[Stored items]
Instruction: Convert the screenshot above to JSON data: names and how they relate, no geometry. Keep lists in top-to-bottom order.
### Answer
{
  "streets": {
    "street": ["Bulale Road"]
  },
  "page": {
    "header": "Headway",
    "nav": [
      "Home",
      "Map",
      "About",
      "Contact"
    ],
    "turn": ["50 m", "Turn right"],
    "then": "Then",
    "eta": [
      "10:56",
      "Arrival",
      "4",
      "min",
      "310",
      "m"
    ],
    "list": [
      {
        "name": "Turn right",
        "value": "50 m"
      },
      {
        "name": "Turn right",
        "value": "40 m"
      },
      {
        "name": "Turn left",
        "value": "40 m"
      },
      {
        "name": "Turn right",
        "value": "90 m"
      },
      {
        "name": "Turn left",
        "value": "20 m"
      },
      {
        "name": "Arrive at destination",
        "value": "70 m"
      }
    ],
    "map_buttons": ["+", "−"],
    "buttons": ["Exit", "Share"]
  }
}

▶ [YOUR ASSIGNMENT] The complete data above is to be written out again as it stands.

▶ [REPLY TO THE EXERCISE]
Instruction: Convert the screenshot above to JSON data: names and how they relate, no geometry. Keep lists in top-to-bottom order.
### Answer
{
  "streets": {
    "street": ["Bulale Road"]
  },
  "page": {
    "header": "Headway",
    "nav": [
      "Home",
      "Map",
      "About",
      "Contact"
    ],
    "turn": ["50 m", "Turn right"],
    "then": "Then",
    "eta": [
      "10:56",
      "Arrival",
      "4",
      "min",
      "310",
      "m"
    ],
    "list": [
      {
        "name": "Turn right",
        "value": "50 m"
      },
      {
        "name": "Turn right",
        "value": "40 m"
      },
      {
        "name": "Turn left",
        "value": "40 m"
      },
      {
        "name": "Turn right",
        "value": "90 m"
      },
      {
        "name": "Turn left",
        "value": "20 m"
      },
      {
        "name": "Arrive at destination",
        "value": "70 m"
      }
    ],
    "map_buttons": ["+", "−"],
    "buttons": ["Exit", "Share"]
  }
}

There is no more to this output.